O Dia do Orgulho Autista é um reforço ao Dia do Autismo, celebrado em 2 de abril. Segundo a psicopedagoga, o olhar da sociedade para a condição está mudando, graças à essas datas e movimentos de conscientização. “Felizmente, temos, no Brasil, muitos cuidados e benefícios que em outros países não há, como carteirinhas para a pessoa com TEA, vagas de estacionamento reservadas, direito ao assento, fila privilegiada. Fora as leis criadas para garantir e ampliar os direitos dessas pessoas”, observa Leondina.

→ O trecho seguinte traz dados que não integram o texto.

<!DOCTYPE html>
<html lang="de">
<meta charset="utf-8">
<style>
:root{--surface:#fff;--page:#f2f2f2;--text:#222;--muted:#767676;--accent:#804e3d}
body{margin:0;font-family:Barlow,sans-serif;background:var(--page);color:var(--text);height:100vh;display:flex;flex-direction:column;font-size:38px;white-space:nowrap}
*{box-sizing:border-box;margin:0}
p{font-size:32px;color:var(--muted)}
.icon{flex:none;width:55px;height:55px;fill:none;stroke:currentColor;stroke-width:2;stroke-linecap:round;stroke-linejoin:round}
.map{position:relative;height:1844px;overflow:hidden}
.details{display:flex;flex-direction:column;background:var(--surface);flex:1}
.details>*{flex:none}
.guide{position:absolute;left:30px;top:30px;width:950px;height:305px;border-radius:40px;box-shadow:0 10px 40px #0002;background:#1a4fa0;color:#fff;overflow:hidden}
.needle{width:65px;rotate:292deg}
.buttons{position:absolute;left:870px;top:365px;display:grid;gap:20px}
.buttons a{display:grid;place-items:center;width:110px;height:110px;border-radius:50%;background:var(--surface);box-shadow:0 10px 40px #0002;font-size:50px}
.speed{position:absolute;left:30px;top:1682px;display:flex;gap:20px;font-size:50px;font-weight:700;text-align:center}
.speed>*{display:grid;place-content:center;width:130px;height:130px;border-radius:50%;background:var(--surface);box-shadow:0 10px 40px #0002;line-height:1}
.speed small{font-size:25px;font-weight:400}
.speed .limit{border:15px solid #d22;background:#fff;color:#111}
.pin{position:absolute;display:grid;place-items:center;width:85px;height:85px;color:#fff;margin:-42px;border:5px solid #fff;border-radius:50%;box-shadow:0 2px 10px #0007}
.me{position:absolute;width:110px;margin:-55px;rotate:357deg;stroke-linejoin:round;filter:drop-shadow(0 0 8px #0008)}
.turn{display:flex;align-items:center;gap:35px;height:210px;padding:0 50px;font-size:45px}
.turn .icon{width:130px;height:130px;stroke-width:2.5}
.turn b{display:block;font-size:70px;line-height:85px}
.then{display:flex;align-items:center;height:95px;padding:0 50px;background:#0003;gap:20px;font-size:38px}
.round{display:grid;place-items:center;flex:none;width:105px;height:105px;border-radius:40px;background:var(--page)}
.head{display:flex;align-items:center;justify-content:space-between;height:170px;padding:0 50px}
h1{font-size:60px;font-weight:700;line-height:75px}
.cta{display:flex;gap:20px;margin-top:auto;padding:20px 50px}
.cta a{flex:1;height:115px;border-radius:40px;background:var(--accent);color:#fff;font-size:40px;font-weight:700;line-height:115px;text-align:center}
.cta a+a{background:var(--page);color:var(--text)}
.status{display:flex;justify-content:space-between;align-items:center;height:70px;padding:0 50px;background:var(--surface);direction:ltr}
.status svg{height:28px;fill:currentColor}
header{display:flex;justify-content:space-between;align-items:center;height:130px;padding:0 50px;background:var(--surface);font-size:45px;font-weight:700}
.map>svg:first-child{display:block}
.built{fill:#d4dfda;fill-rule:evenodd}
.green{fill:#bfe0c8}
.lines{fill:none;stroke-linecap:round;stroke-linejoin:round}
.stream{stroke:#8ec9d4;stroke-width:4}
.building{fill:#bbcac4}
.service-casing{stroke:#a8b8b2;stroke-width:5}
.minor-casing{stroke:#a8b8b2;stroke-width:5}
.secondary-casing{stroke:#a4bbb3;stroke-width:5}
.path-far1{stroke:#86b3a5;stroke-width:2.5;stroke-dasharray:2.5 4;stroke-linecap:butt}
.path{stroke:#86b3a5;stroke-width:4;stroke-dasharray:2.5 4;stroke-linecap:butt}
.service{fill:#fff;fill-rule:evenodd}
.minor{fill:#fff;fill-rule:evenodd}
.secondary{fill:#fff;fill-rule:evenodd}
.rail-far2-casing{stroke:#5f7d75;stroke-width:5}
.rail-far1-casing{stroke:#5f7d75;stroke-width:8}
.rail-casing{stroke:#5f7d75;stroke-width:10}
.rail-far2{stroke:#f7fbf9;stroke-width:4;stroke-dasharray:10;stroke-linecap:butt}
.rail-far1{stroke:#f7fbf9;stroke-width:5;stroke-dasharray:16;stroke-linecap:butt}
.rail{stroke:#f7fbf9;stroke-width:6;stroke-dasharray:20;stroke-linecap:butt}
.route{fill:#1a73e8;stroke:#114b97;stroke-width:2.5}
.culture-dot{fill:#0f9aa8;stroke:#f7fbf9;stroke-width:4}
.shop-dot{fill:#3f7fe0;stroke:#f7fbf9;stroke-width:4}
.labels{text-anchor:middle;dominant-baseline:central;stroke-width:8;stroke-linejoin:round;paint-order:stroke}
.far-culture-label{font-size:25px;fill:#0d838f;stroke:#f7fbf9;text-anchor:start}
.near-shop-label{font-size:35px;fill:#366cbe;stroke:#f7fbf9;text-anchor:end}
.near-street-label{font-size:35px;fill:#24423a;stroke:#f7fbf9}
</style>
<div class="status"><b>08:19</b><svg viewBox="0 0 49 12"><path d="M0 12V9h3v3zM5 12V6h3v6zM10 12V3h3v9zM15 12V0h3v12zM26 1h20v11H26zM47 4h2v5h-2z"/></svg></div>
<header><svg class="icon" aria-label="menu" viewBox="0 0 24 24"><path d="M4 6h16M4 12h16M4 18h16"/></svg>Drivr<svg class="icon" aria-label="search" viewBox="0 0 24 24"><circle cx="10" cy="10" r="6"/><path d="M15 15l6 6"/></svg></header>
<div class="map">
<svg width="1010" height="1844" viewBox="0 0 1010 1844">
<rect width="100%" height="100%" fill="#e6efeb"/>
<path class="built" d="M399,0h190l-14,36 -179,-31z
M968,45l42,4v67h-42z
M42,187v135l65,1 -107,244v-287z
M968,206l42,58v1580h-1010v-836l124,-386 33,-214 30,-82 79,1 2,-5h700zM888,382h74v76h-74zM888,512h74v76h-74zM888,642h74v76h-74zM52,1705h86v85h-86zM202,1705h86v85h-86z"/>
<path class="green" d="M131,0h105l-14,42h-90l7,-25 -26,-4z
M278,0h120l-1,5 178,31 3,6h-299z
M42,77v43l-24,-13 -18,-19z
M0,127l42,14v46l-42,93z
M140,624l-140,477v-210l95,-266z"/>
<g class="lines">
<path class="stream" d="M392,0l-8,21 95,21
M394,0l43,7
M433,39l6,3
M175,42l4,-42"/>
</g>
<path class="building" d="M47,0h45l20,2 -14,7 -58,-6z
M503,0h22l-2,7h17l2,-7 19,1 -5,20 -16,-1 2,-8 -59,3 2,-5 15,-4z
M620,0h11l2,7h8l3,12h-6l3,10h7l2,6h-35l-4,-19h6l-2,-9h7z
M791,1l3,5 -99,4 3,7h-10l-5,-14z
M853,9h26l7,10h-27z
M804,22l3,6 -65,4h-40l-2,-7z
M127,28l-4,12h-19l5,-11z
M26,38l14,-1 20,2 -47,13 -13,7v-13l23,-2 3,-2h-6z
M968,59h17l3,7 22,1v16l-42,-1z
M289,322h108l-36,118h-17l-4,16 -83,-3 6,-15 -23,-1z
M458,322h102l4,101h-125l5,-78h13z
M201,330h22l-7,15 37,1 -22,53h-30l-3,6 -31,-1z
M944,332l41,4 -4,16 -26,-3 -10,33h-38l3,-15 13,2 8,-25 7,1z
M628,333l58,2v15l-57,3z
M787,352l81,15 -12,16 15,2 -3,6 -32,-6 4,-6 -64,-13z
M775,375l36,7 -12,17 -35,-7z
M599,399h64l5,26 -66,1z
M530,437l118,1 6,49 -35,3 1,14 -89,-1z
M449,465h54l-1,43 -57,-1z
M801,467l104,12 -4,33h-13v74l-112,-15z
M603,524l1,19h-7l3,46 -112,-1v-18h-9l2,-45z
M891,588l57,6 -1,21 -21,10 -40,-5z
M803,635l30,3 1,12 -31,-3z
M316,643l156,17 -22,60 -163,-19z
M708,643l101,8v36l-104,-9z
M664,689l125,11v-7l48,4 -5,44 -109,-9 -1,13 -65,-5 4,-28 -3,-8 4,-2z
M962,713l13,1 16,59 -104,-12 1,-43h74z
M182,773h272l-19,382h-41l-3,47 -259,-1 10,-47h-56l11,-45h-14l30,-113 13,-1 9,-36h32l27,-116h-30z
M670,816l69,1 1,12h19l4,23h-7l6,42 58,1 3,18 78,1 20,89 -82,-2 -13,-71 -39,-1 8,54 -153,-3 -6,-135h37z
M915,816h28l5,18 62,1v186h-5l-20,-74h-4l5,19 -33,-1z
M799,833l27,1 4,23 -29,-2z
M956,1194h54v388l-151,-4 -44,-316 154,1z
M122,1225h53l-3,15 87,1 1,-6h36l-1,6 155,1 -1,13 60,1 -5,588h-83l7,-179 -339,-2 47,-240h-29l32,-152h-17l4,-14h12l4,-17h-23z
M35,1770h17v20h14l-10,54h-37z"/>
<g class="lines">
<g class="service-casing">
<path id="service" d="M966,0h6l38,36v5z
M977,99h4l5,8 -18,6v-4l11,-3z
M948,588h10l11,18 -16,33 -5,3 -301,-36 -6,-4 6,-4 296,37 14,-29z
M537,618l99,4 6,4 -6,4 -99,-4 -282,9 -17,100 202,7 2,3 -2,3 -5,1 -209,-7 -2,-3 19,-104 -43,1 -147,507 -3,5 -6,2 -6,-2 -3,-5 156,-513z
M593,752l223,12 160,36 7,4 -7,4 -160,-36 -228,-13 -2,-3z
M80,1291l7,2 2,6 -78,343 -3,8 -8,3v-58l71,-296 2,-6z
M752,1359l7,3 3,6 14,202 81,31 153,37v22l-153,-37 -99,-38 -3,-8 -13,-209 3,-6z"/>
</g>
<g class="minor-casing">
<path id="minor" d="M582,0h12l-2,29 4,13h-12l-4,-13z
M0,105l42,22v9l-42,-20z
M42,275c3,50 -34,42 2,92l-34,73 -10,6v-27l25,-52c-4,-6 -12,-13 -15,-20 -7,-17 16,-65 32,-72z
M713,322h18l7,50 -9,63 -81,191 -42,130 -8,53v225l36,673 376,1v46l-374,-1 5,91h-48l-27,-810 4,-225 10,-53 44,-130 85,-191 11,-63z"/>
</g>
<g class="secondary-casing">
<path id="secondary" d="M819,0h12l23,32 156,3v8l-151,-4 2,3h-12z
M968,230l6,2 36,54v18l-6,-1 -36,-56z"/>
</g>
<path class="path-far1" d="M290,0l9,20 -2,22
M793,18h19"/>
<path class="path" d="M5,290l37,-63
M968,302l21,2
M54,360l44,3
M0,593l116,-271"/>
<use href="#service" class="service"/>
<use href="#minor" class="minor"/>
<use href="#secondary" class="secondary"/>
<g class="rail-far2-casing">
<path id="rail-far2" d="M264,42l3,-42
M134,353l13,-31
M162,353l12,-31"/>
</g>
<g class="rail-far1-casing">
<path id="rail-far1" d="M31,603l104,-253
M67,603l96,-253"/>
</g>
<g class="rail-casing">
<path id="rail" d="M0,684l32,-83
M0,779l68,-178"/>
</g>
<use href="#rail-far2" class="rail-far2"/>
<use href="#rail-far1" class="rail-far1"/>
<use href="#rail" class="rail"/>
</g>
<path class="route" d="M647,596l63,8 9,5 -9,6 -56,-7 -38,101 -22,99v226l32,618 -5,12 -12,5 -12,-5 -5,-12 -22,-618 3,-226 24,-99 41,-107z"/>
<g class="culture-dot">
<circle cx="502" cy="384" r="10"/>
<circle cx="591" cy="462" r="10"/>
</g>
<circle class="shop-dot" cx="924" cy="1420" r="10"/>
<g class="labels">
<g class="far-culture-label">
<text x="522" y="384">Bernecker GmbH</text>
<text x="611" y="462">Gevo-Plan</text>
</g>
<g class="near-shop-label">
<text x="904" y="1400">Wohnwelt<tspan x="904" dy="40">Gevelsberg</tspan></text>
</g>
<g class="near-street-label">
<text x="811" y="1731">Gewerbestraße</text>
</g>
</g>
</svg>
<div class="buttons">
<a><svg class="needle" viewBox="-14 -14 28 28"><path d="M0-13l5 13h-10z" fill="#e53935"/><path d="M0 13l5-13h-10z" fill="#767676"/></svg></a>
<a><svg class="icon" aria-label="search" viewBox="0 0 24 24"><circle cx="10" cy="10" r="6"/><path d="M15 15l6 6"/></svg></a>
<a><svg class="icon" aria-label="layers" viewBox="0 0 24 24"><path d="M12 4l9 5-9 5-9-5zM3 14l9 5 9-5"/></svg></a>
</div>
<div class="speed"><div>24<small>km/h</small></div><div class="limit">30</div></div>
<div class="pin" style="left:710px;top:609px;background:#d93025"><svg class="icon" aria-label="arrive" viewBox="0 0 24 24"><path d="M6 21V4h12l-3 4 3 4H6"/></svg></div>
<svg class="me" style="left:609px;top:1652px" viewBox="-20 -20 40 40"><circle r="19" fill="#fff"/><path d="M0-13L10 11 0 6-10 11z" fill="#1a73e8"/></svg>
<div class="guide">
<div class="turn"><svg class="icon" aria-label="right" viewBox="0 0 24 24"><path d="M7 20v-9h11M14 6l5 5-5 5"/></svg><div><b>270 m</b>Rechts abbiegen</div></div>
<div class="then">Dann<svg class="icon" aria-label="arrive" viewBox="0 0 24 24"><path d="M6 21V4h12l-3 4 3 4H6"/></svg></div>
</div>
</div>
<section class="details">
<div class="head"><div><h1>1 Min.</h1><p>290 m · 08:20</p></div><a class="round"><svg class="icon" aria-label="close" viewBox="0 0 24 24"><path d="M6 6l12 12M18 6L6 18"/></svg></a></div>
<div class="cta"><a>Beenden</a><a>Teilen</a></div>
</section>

As principais legislações as quais a profissional se refere são: a Lei Romeo Mion (13.977/2020), que estabelece a emissão da Carteira de Identificação da Pessoa com Transtorno do Espectro Autista (CipTEA) e facilita o acesso das pessoas com autismo aos direitos previstos na Lei Berenice Piana (12.764/2012), que institui a Política Nacional de Proteção dos Direitos da Pessoa com TEA. As duas propostas visam garantir que todo o indivíduo com o espectro tenha atenção integral, pronto atendimento e prioridade no acesso aos serviços públicos e privados, em especial nas áreas de saúde, educação e assistência social.
As normas também asseguram que essas pessoas sejam reconhecidas, estabeleçam suas condições perante a sociedade, além de dispensar o dever de explicar a todo o momento a própria condição. Outra lei que muitos desconhecem é a Lei 8.112/90, que possibilita a redução de carga horária da jornada de trabalho para servidores públicos, pais de autistas.
“As pessoas não sabem disso, não recorrem, e falam que não levam o filho para a terapia porque não têm tempo. É lei. As pessoas precisam ser melhores informadas e correrem atrás de seus direitos”, adverte Leondina Zanut. “A sociedade só não faz mais porque não quer. Planos de saúde, por exemplo, são obrigados a cobrir todos os atendimentos e terapias, mas não cobrem ou nunca têm vaga. A medicação também é muito cara e muitas famílias não têm acesso. Vale destacar que, dentro do diagnóstico clínico, o autismo precisa ser baseado em evidências científicas”, completa.
No início deste mês, o governador Cláudio Castro (PL) sancionou a Lei 10.031/23 que obriga as unidades de saúde públicas e privadas do Estado do Rio a utilizarem e aplicarem o questionário M-CHAT (Modified Checklist for Autism in Toddlers) para prever o rastreamento de sinais precoces do autismo.
“É necessário reconhecer o transtorno do espectro autista desde cedo, para melhor acompanhamento e acolhimento. Temos implementado diversas políticas públicas com o objetivo de proporcionar melhor qualidade de vida, tanto para quem tem o transtorno, quanto para a família”, explicou o governador na ocasião da sanção.
De autoria do presidente da Assembleia Legislativa do Estado do Rio de Janeiro (Alerj), deputado Rodrigo Bacellar (PL), a norma consiste em um questionário M-CHAT que deverá ser aplicado no atendimento a crianças entre 16 e 30 meses, para obter um diagnóstico precoce do Transtorno do Espectro Autista (TEA). O M-CHAT é um questionário com 23 itens, e pode ser utilizado por qualquer profissional de saúde, sendo recomendado pelo Ministério da Saúde.